### To do
Search the material for the word "green" and copy each line that holds it.

### Task data
◇ ◇ ◇ ◇ ◇ ◇ ◇
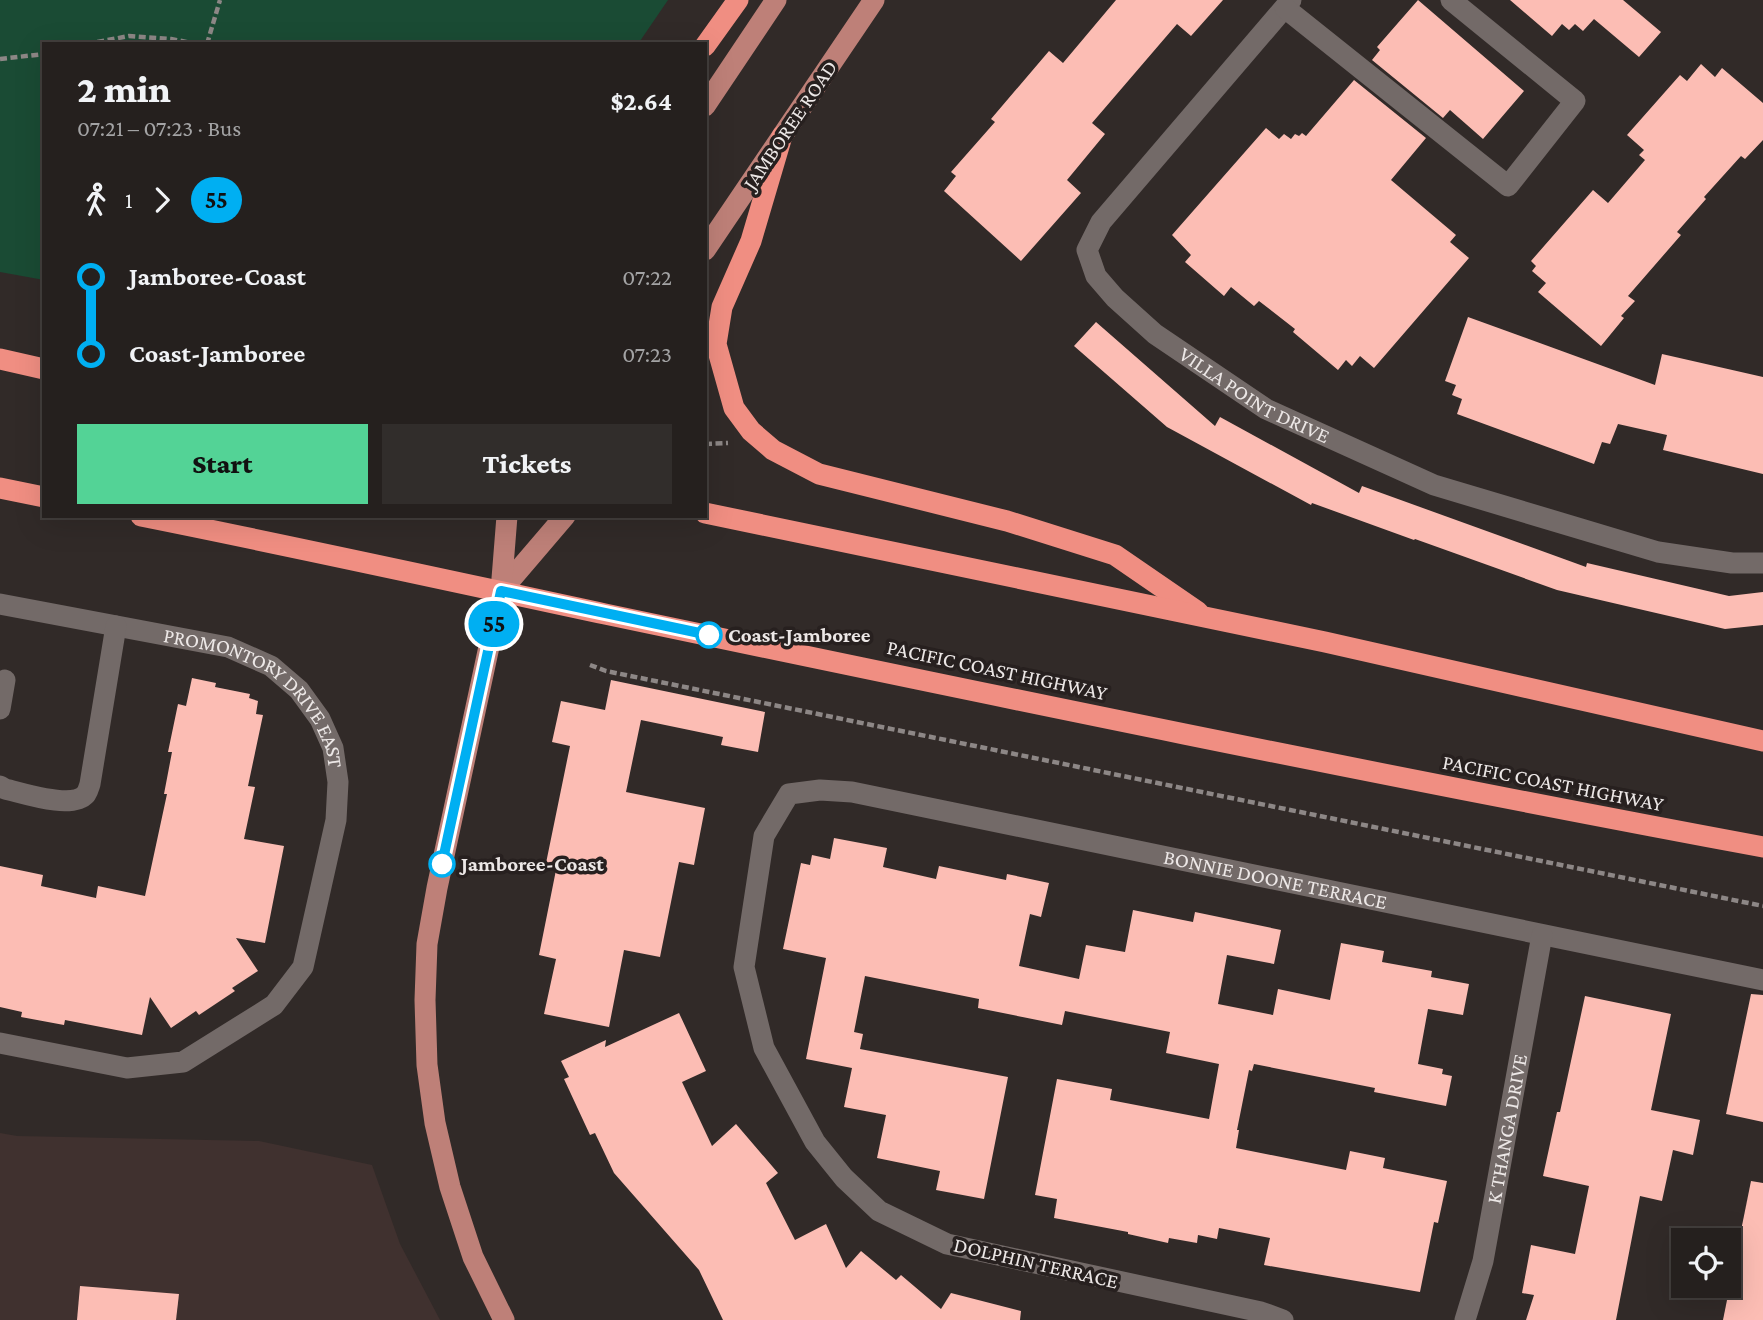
<!DOCTYPE html>
<meta charset="utf-8">
<style>
body{margin:0;font-family:"Crimson Pro",serif;background:#312d2b;color:#f1f3f6;height:100vh;display:flex;flex-direction:column;font-size:26px;white-space:nowrap}
*{box-sizing:border-box;margin:0}
p{font-size:23px;color:#a3a3a4}
.icon{flex:none;width:38px;height:38px;fill:none;stroke:currentColor;stroke-width:2;stroke-linecap:round;stroke-linejoin:round}
.map{position:relative;flex:1;overflow:hidden}
.sheet{position:absolute;left:42px;top:42px;width:665px;height:476px;display:flex;flex-direction:column;background:#25201e;border-radius:0px;box-shadow:0 7px 28px #0002,0 0 0 2px #423e3c}
.sheet>*{flex:none}
.badge{padding:0 14px;border-radius:23px;font-size:24px;line-height:46px}
.controls{position:absolute;left:1671px;top:1228px;display:grid;gap:14px}
.controls a{display:grid;place-items:center;width:70px;height:70px;border-radius:0px;background:#25201e;box-shadow:0 7px 28px #0002,0 0 0 2px #423e3c;font-size:35px}
.map>.badge{position:absolute;translate:-50% -50%;box-shadow:0 0 0 4px #fff}
.legs{display:flex;align-items:center;gap:10px;height:77px;padding:0 35px;font-size:23px}
.legs p{margin-inline-start:auto}
.head{display:flex;align-items:center;justify-content:space-between;height:119px;padding:0 35px}
h1{font-size:38px;font-weight:800;line-height:52px}
.cta{display:flex;gap:14px;margin-top:auto;padding:14px 35px}
.cta a{flex:1;height:80px;border-radius:0px;background:#53d396;color:#111;font-size:28px;font-weight:800;line-height:80px;text-align:center}
.cta a+a{background:#312d2b;color:#f1f3f6}
ul{padding:0 35px;list-style:none}
li{display:flex;align-items:center;gap:24px;height:77px;font-size:26px}
li i{display:grid;place-items:center;width:10px;height:100%;margin:0 9px;background:currentColor}
li i::after{content:'';width:18px;height:18px;margin:-9px;border:5px solid;border-radius:50%;background:#25201e}
li p{margin-inline-start:auto}
li:first-child i{background:linear-gradient(#0000 50%,currentColor 0)}
li:last-child i{background:linear-gradient(currentColor 50%,#0000 0)}
.map>svg:first-child{display:block}
.built{fill:#40312f}
.green{fill:#1a4b34}
.building{fill:#fcbdb4}
.lines{fill:none;stroke-linecap:round;stroke-linejoin:round}
.path{stroke:#8d8786;stroke-width:4.5;stroke-dasharray:7 3.5;stroke-linecap:butt}
.minor{stroke:#736a68;stroke-width:21}
.major{stroke:#be8078;stroke-width:21}
.highway{stroke:#f08e82;stroke-width:21}
.line-1-casing{stroke:#fff;stroke-width:16}
.line-1{stroke:#00aff2;stroke-width:10}
.stop-1-dot{fill:#fff;stroke:#00aff2;stroke-width:3.5}
.labels{text-anchor:middle;dominant-baseline:central;stroke-width:7;stroke-linejoin:round;paint-order:stroke}
.street-label{font-size:21px;fill:#ece7e6;stroke:#27201f}
.stop-label{font-size:21px;font-weight:bold;fill:#ece7e6;stroke:#27201f;text-anchor:start}
</style>
<div class="map">
<svg width="1763" height="1320" viewBox="0 0 1763 1320">
<rect width="100%" height="100%" fill="#312a28"/>
<path class="built" d="M0 1133 17 1136 259 1141 372 1165 400 1244 440 1320H0Z"/>
<path class="green" d="M0 0H668L638 44H44V280L0 272Z"/>
<g class="building">
<path d="M1116 0H1223L1191 36 1177 24 1092 123 1105 134 1067 180 1081 193 1021 261 944 191 956 176 951 172 995 122 991 119 1049 51 1063 63Z"/>
<path d="M1418 0 1524 91 1483 139 1450 110 1443 118 1372 60 1380 50 1377 47Z"/>
<path d="M1510 0H1623L1661 32 1639 57 1594 19 1583 31 1575 24 1569 30 1562 24 1552 36Z"/>
<path d="M1701 64 1715 77 1722 68 1763 103V140L1745 159 1741 156 1704 197 1706 199 1677 232 1681 235 1628 296 1635 301 1621 316 1624 318 1601 346 1538 292 1546 283 1532 271 1536 266 1531 261 1593 190 1608 203 1645 160 1639 155 1644 150 1627 135 1680 75 1687 81Z"/>
<path d="M1354 80 1426 138 1391 180 1456 235 1450 242 1469 258 1374 368 1360 356 1352 366 1346 360 1338 370 1293 332 1295 329 1259 301 1254 306 1231 287 1224 296 1185 262 1191 255 1172 235 1266 128 1279 139 1284 134 1291 139 1295 134 1299 136 1302 133 1306 136Z"/>
<path d="M1468 317 1655 385 1662 354 1763 377V474L1663 450 1667 435 1618 424 1610 444 1602 442 1594 464 1457 414 1462 399 1452 395 1456 385 1445 381Z"/>
<path d="M1096 322 1215 426 1220 417 1359 493 1362 486 1586 567 1587 563 1729 596 1763 592V625L1725 629 1557 590 1415 539 1414 540 1312 503 1311 505 1167 427 1074 346Z"/>
<path d="M192 678 216 683 215 687 250 694 249 698 258 701 256 714 263 715 248 786 255 787 244 839 284 846 265 943 236 938 258 971 232 988 235 991 199 1015 196 1011 171 1028 150 997 142 1035 65 1020 64 1025 21 1017 22 1012 0 1007V866L43 875 41 886 96 898 98 886 145 896 167 794H164L172 752H168L178 704 186 706Z"/>
<path d="M611 680 765 712 758 752 721 745 723 737 641 720 626 792 705 808 694 865 679 862 660 957 624 950 609 1027 544 1014 556 959 539 955 556 870 545 868 570 746 552 742 561 701 605 710Z"/>
<path d="M834 838 887 848 883 867 936 879 939 866 1006 880 1007 874 1049 883 1041 917 1030 914 1019 966 1079 979 1086 945 1125 952 1133 910 1193 922 1195 912 1281 930 1274 964 1227 955 1218 1004 1273 1015 1278 989 1330 1000 1341 943 1384 951 1382 962 1432 971 1431 977 1469 984 1463 1015 1428 1009 1418 1064 1443 1069 1442 1074 1452 1076 1446 1106 1374 1092 1375 1088 1254 1064 1252 1071 1249 1070 1237 1130H1239L1236 1148 1346 1170 1350 1151 1385 1158 1383 1168 1447 1181 1438 1223 1434 1222 1420 1292 1264 1265 1270 1238 1219 1228 1217 1239 1198 1235 1197 1243 1169 1238 1168 1243 1128 1234V1232L1054 1218 1057 1199 1035 1195 1057 1079 1112 1089 1110 1100 1209 1119 1219 1064 1166 1053 1170 1032 1065 1011 1062 1025 978 1008 979 999 865 976 854 1032 863 1034 860 1049 1008 1077 984 1199 936 1190 940 1171 877 1158 886 1115 844 1107 852 1068 806 1059 826 958 783 949 801 863 810 865 812 855 830 859Z"/>
<path d="M1751 994 1763 995V1122L1726 1114Z"/>
<path d="M1585 996 1671 1014 1651 1110 1700 1120 1693 1155 1673 1150 1662 1201 1640 1196 1616 1320H1526L1534 1295 1522 1293 1531 1245 1575 1254 1589 1186 1543 1176 1557 1112H1560Z"/>
<path d="M679 1013 706 1071 682 1082 712 1146 736 1124 778 1173 766 1183 795 1240 826 1224 846 1268 861 1251 896 1280 901 1275 941 1309 951 1293 1021 1311 1020 1320H723L699 1270 614 1173 595 1133 590 1135 564 1079 569 1077 561 1061 606 1040 605 1047Z"/>
<path d="M1751 1181 1763 1183V1320H1723Z"/>
<path d="M80 1286 179 1294 176 1320H77Z"/>
</g>
<g class="lines">
<g class="path">
<path d="M87 44 129 36 171 39 197 44"/>
<path d="M207 44 220 0"/>
<path d="M0 59 44 54"/>
<path d="M705 444 728 443"/>
<path d="M590 665 606 671 1763 906"/>
</g>
<g class="minor">
<path id="s1" d="M1291 0 1101 222 1087 250 1096 276 1115 298 1155 334 1266 409 1434 485 1658 552 1732 563H1763"/>
<path d="M1285 8 1508 186 1575 101 1451 0"/>
<path id="s2" d="M0 604 228 647 271 666 299 690 320 719 333 748 338 782 336 820 303 967 274 1005 183 1062 127 1068 0 1043"/>
<path d="M0 709 5 680"/>
<path d="M0 786 5 789C23 793 72 810 86 794 88 791 89 787 90 784L116 626"/>
<path id="s3" d="M1283 1320 1261 1312 947 1244 879 1211 844 1178 815 1142 764 1048 744 967 764 836 789 794 820 790 852 792 1763 980"/>
<path id="s4" d="M1465 1320 1483 1261 1542 935"/>
</g>
<g class="major">
<path d="M705 106 776 0"/>
<path d="M705 250 874 0"/>
<path d="M501 591 565 516"/>
<path d="M504 1320 473 1257 450 1187 435 1123 427 1065 425 1000 427 944 437 888 501 591 507 516"/>
</g>
<g class="highway">
<path d="M705 46 738 0"/>
<path d="M782 136 751 241 722 307 716 344 734 408 751 431 773 450 819 474 1007 521 1115 555 1198 612"/>
<path d="M0 359 44 369"/>
<path d="M0 488 44 497"/>
<path d="M705 513 1325 642 1763 741"/>
<path d="M141 516C296 547 451 581 605 614 991 695 1376 775 1763 847"/>
</g>
</g>
<g class="lines">
<g class="line-1-casing">
<path id="line-1" d="M442 864 501 591 709 635"/>
</g>
<use href="#line-1" class="line-1"/>
</g>
<g class="stop-1-dot">
<circle cx="709" cy="635" r="12"/>
<circle cx="442" cy="864" r="12"/>
</g>
<g class="labels">
<g class="street-label">
<text transform="translate(790 125) rotate(-56)">JAMBOREE ROAD</text>
<text stroke="none"><textPath href="#s1" startOffset="551">VILLA POINT DRIVE</textPath></text>
<text transform="translate(997 670) rotate(12)">PACIFIC COAST HIGHWAY</text>
<text stroke="none"><textPath href="#s2" startOffset="285">PROMONTORY DRIVE EAST</textPath></text>
<text transform="translate(1553 783) rotate(11)">PACIFIC COAST HIGHWAY</text>
<text stroke="none"><textPath href="#s3" startOffset="1382">BONNIE DOONE TERRACE</textPath></text>
<text stroke="none"><textPath href="#s4" startOffset="196">K THANGA DRIVE</textPath></text>
<text transform="translate(1036 1263) rotate(13)">DOLPHIN TERRACE</text>
</g>
<g class="stop-label">
<text x="728" y="635">Coast-Jamboree</text>
<text x="461" y="864">Jamboree-Coast</text>
</g>
</g>
</svg>
<div class="controls">
<a><svg class="icon" aria-label="locate" viewBox="0 0 24 24"><circle cx="12" cy="12" r="6"/><path d="M12 2v4M12 18v4M2 12h4M18 12h4"/></svg></a>
</div>
<b class="badge" style="left:494px;top:624px;background:#00aff2;color:#111">55</b>
<section class="sheet">
<div class="head"><div><h1>2 min</h1><p>07:21 – 07:23 · Bus</p></div><b>$2.64</b></div>
<div class="legs"><svg class="icon" aria-label="walk" viewBox="0 0 24 24"><circle cx="13" cy="4" r="2"/><path d="M13 8l-2 6 4 7M11 14l-3 7M7 12l3-4h3l4 4"/></svg>1<svg class="icon" aria-label="forward" viewBox="0 0 24 24"><path d="M9 5l7 7-7 7"/></svg><b class="badge" style="background:#00aff2;color:#111">55</b></div>
<ul>
<li><i style="color:#00aff2"></i><b>Jamboree-Coast</b><p>07:22</p></li>
<li><i style="color:#00aff2"></i><b>Coast-Jamboree</b><p>07:23</p></li>
</ul>
<div class="cta"><a>Start</a><a>Tickets</a></div>
</section>
</div>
◇ ◇ ◇ ◇ ◇ ◇ ◇
### Response to this exercise
.green{fill:#1a4b34}
<path class="green" d="M0 0H668L638 44H44V280L0 272Z"/>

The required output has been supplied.